“I am only one, but still I am one.
I cannot do everything, but still I can do something.
And because I cannot do everything,
I will not refuse to do the something I can do.”

Edward Everett Hale

Friday, 17 April 2015

Living With Imperfection

For much of my life, I have been a very judgemental person, summing up people and situations almost instantly. I admit it, I have very often been wrong. And one of the people I have been most wrong about (because most harsh and judgemental about) is myself.


I love the words of Francis de Sales: "When it comes to being gentle, start with yourself. Don't get upset with your imperfections ... It's a great mistake - because it leads nowhere - to get angry because you are angry, upset at being upset, disappointed because you are disappointed. ... You cannot correct a mistake by repeating it."

"It is a great mistake, because it leads nowhere. ... You cannot correct a mistake by repeating it." Oh.

The first time I read those words, a few months ago, I was working through a period of fierce self-hatred.
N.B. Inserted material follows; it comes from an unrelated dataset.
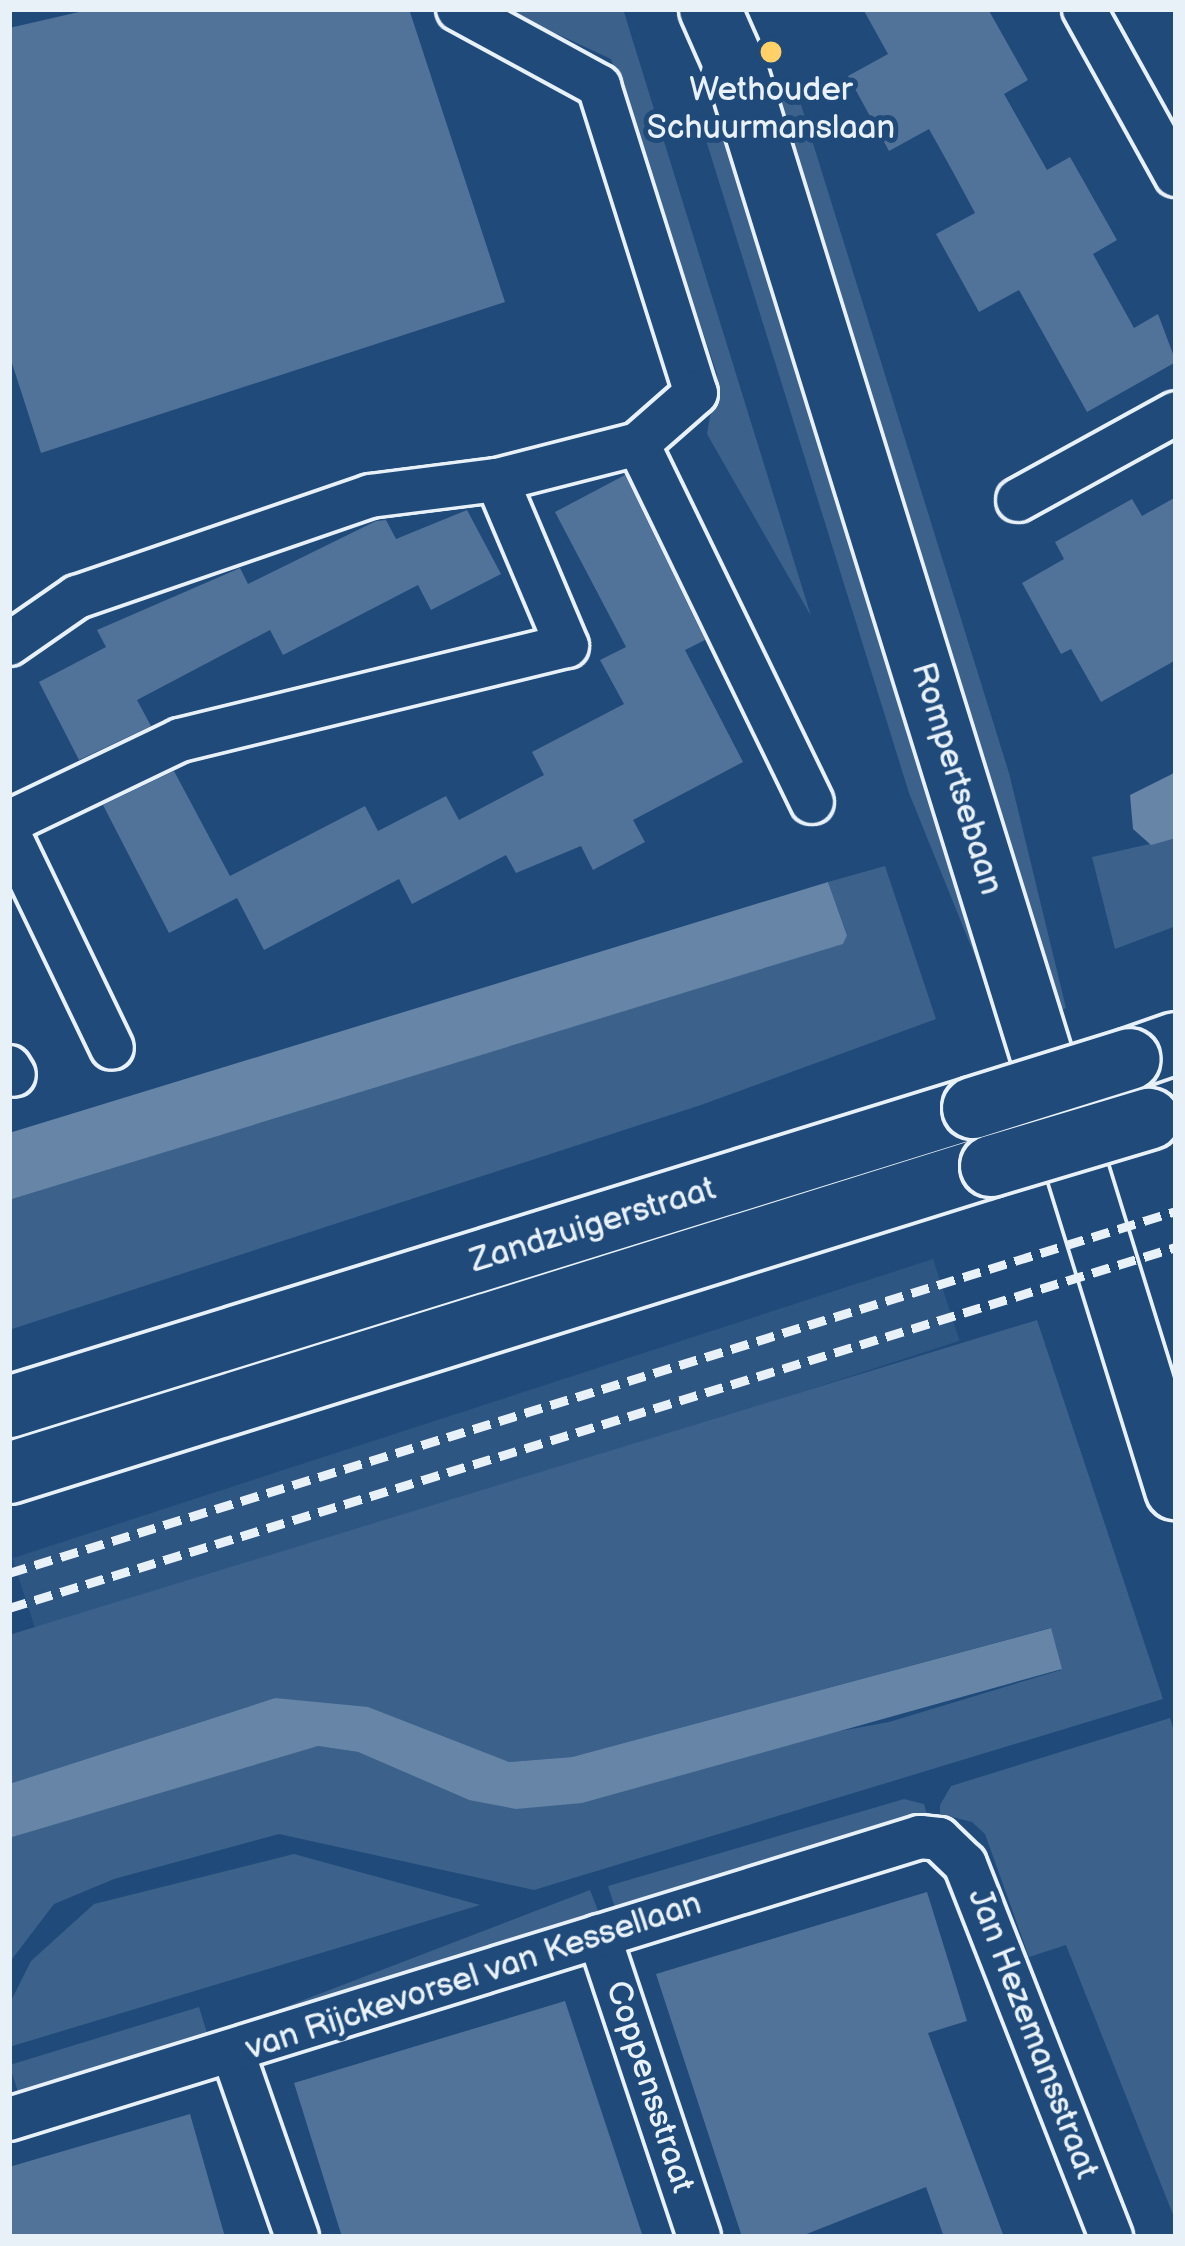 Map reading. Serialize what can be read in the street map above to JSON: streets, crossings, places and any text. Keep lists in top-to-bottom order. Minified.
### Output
{"streets":{"main road":["Rompertsebaan","Zandzuigerstraat"],"street":["van Rijckevorsel van Kessellaan","Jan Hezemansstraat","Coppensstraat"]},"crossings":[["van Rijckevorsel van Kessellaan","Jan Hezemansstraat"],["van Rijckevorsel van Kessellaan","Coppensstraat"]],"places":["Wethouder Schuurmanslaan"]}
There were issues in my life that I wasn't happy with - which have since, I am glad to say, been largely resolved - and I hated myself for how I was reacting to the situation.

So I read those words of Francis de Sales, and realised that all I was doing was to pile up anger on top of anger, upset on top of upset, and disappointment on top of disappointment, rather than trying to gently, rationally, explore how *not to* repeat my mistakes. And learning how, instead, to move on, and heal, and heal others.

I also came across a quote by the Buddha the other day, which illustrates this very nicely: "Holding on to anger is like drinking poison and expecting the other person to die." Just roll that around in your mind for a moment, and consider the implications of it. It means that when we feel negative emotions and let them eat us up inside (because this is not only true of anger) it is WE who are suffering, not the person against whom they are directed.

So I am practicing accepting negative stuff as part of life, and trying to just move on, sailing down the river of Life like a serene swan, unflurried by the occasional ripple. It isn't easy, but golly, it's a lot more peaceful, and I feel a lot better inside myself.